"Frieden ist eine innere Haltung"

Juliana Eiland-Jung

Von Juliana Eiland-Jung

Mo, 17. Dezember 2018

Lahr

Der ökumenische Lichtermarsch bringt fast hundert Menschen auf die Straße / Spenden gehen an syrisches Waisenhaus.

LAHR. Zum fünften Mal ist am frühen Samstagabend das Licht von Bethlehem durch die Lahrer Straßen getragen worden. Der vom ehemaligen evangelischen Pfarrer Frank-Uwe Kündiger ins Leben gerufene ökumenische Lichtermarsch war erstmals als Rundkurs angelegt. Fast hundert Menschen beteiligten sich an dieser Demonstration für den Frieden.

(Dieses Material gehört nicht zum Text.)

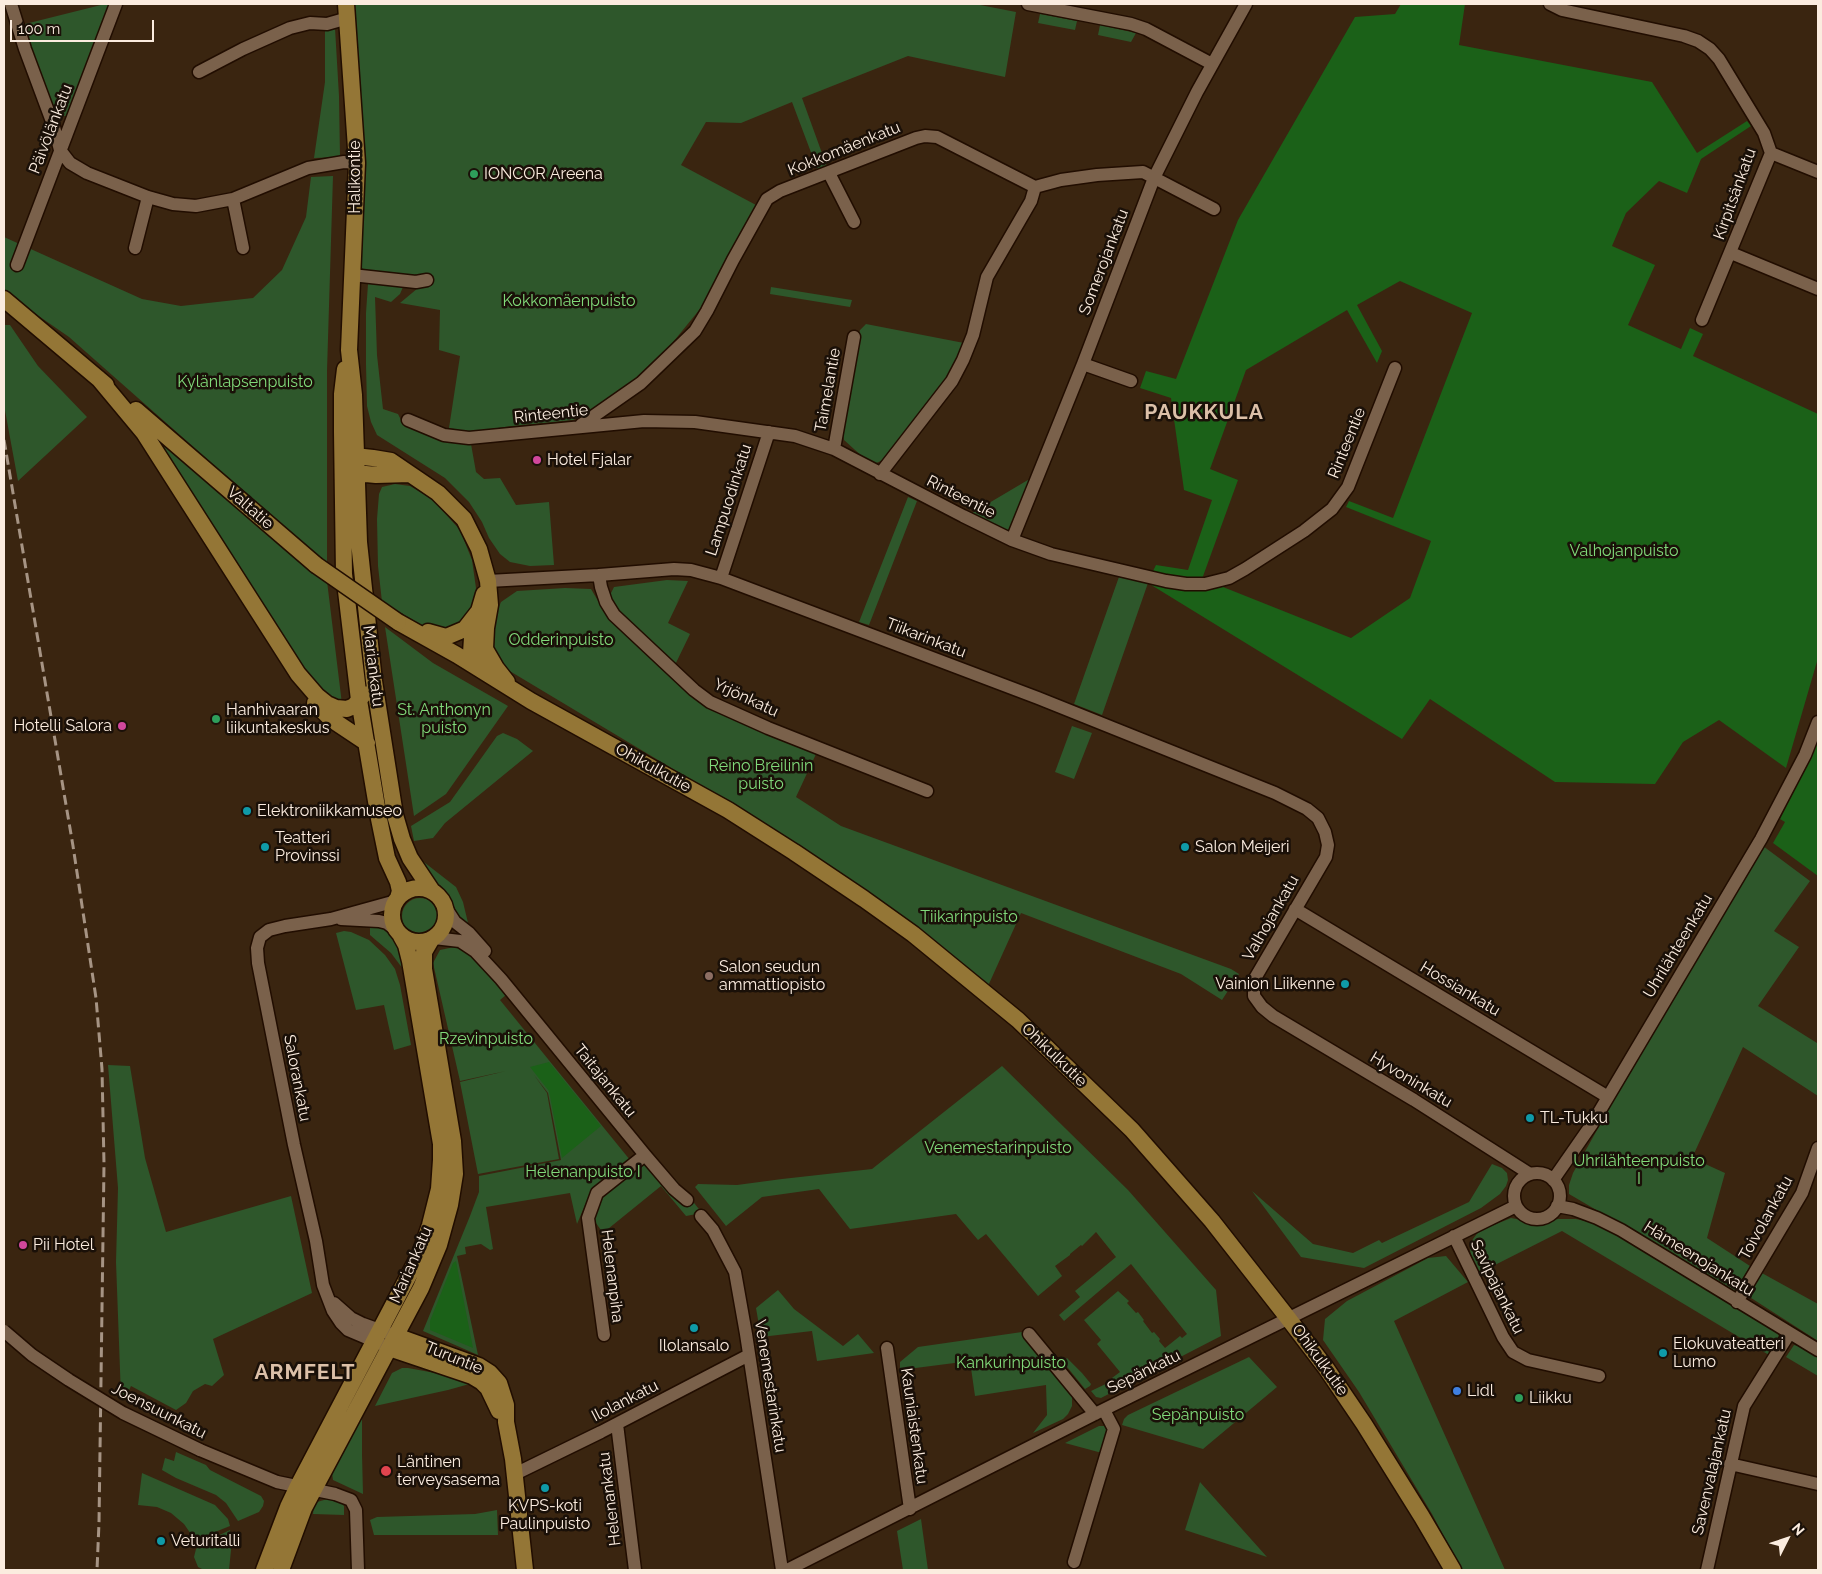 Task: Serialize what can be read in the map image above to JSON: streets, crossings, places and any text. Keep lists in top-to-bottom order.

Start und Ziel waren in der katholischen Kirche Sancta Maria in der Oststadt, dazwischen gab es Stationen in der Stiftskirche, auf dem Rathausplatz, in der Christuskirche und in St. Peter und Paul. In den Kirchen gab es kurze Andachten, dort wie auch auf dem Weg wurden Lieder wie der Kanon "Mache dich auf und werde Licht", das Taizé-Lied "Ubi caritas" und die Bürgerrechts-Hymne "We shall overcome" angestimmt.

Das Friedenslicht von Bethlehem wird von Pfadfindern – ähnlich der olympischen Flamme – jedes Jahr kurz vor Weihnachten in der Welt verbreitet. Für den Friedensmarsch in Lahr kam die Flamme, an der Fackeln und Kerzen zu Beginn entzündet wurden, direkt aus der Schweiz. Auf dem Rathausplatz wurde die Gruppe vom Freundeskreis Flüchtlinge Lahr erwartet, der für die Teilnehmer heißen Tee bereithielt. Der ehrenamtliche Stellvertreter des Oberbürgermeisters, Walter Caroli, betonte in seiner Ansprache, dass symbolische Zeichen wichtig seien, doch wichtiger sei es, im Umgang miteinander in Politik und Gesellschaft nicht "unvorsichtig oder nachlässig zu werden", wenn es den Frieden, die Meinungs- und Religionsfreiheit zu verteidigen gilt. Dies umso mehr, als es Strömungen, Parteien und Gruppierungen gebe, die – wie unlängst in der Marktstraße – die im Grundgesetz geforderte Toleranz und die Unteilbarkeit der Menschenrechte untergraben.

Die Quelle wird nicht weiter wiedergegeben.